Of course, as we turned the volume up and hit shuffle on our 80’s throwback playlist, the first song to come on was the ridiculous 1-2-3 by Gloria Estefan. We didn’t know it at the time, but this song would, hilariously, become our anthem for the weekend.
The Season’s Last Stand
Harman Kardon and Subaru share my sentiment of squeezing every last possible day out of the season, so they planned a series of events to take advantage of the perfect late winter weather in Central Oregon. Between concerts and various activities at the mountain, they captured the essence of this time of year in a fun and charming way.
On our first night, Geoff and I drove into town for WinterFest’s first event: an 80’s tribute concert accompanied by all sorts of cool giveaways. Along the way, we tested the limits of the Harman Kardon system, switching back and forth between deep house mixes and throwback hip-hop jams.
While listening to tribute band Funk & Roses, with hot chocolate in hand, we kept warm on the last few crisp nights of Bend’s winter (a couple of local beers helped, too).
The next day, WinterFest brought the party to the mountain with more good vibes from Funk & Roses, along with an all-day coffee stand, a bonfire, chocolate tastings and a skiing “burrito patrol” roaming around Mt. Bachelor handing out, yes, free burritos.

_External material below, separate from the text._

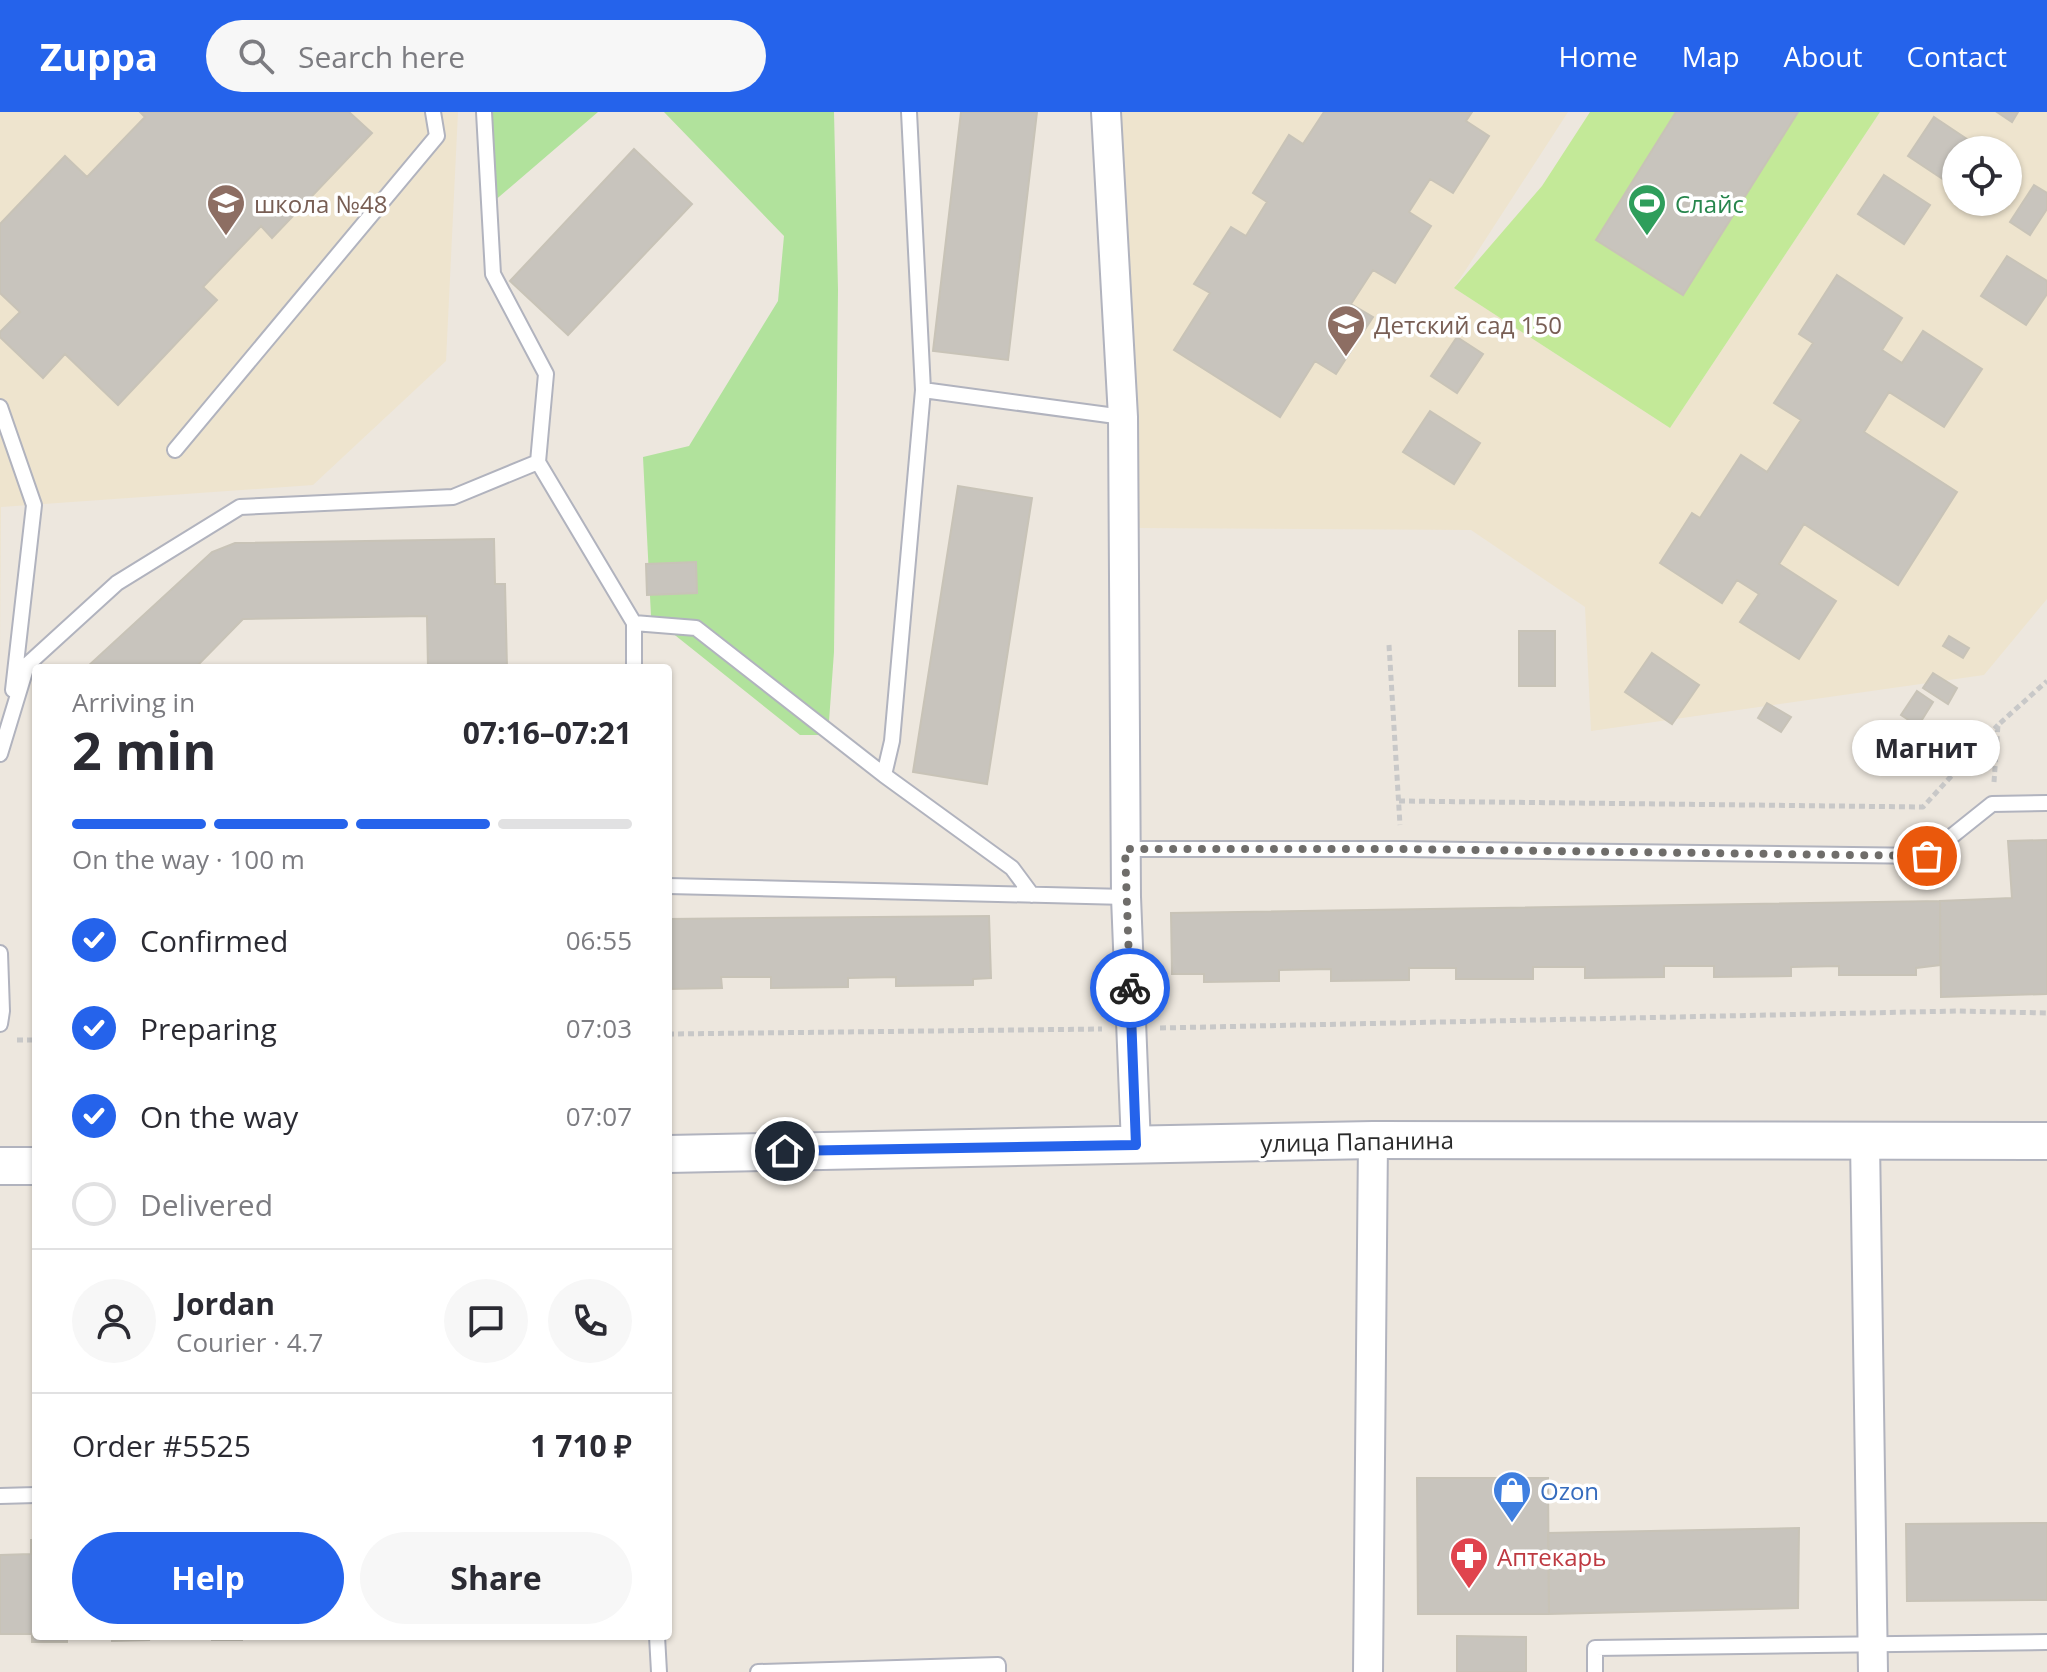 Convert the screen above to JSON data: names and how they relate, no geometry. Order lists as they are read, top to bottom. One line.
{"streets":{"street":["улица Папанина"]},"places":{"school or university":["школа №48","Детский сад 150"],"sports":["Слайс"],"other":["Магнит"],"shop":["Ozon"],"pharmacy":["Аптекарь"]},"page":{"header":"Zuppa","search":"Search here","nav":["Home","Map","About","Contact"],"heading":["2 min","Arriving in","07:16–07:21"],"panel":["Jordan","Courier · 4.7","Order #5525","1 710 ₽"],"bubble":"Магнит","bar":"On the way · 100 m","list":[["Confirmed","06:55"],["Preparing","07:03"],["On the way","07:07"],"Delivered"],"buttons":["Help","Share"]}}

Back in Bend proper that night, blues-y country group Lukas Nelson & Promise of the Real (yes, the same Nelson born to Willie!) played to a packed Commons, and I even managed to jump on stage to capture the moment. It was incredible to observe the musicians performing and interacting so intimately with each other on stage, and to witness a sea of a thousand people dancing below them.
Saying Goodbye to the Weekend
All the events of the weekend served as a reminder of why music is such an important part of my life, and especially travel. Certain songs have the ability to bring back memories of trips and faraway lands, and Harman Kardon laid the stage for this in a beautiful and captivating way.
As we wrapped up for the weekend after the show, we kept the music off this time, and the quiet drive back to Sunriver gave me a moment to think about how music plays a central role in my life.
And how fitting, too, because without music, we can’t appreciate the silence. And without silence, we can’t appreciate the music. That’s why, when the music does play, it’s so important to hear it well.
Harman Kardon has done a stellar job of creating the perfect tools to hear everything at that level. Whether it was through the speakers of our Impreza or the Soho wireless headphones back at the cabin, every note came through clear and resonant.
The richness of the sound brought me back to specific moments along my travels, but deeper.
And when I look back on the time I’ve spent in Oregon, I’ll remember the endless miles of open roads: snow-capped mountains, rugged trails and the occasional in-car dance party (featuring Gloria’s satiny voice).
But perhaps more fondly, I’ll remember how something new lay ahead at every turn, with every song leading to a different adventure.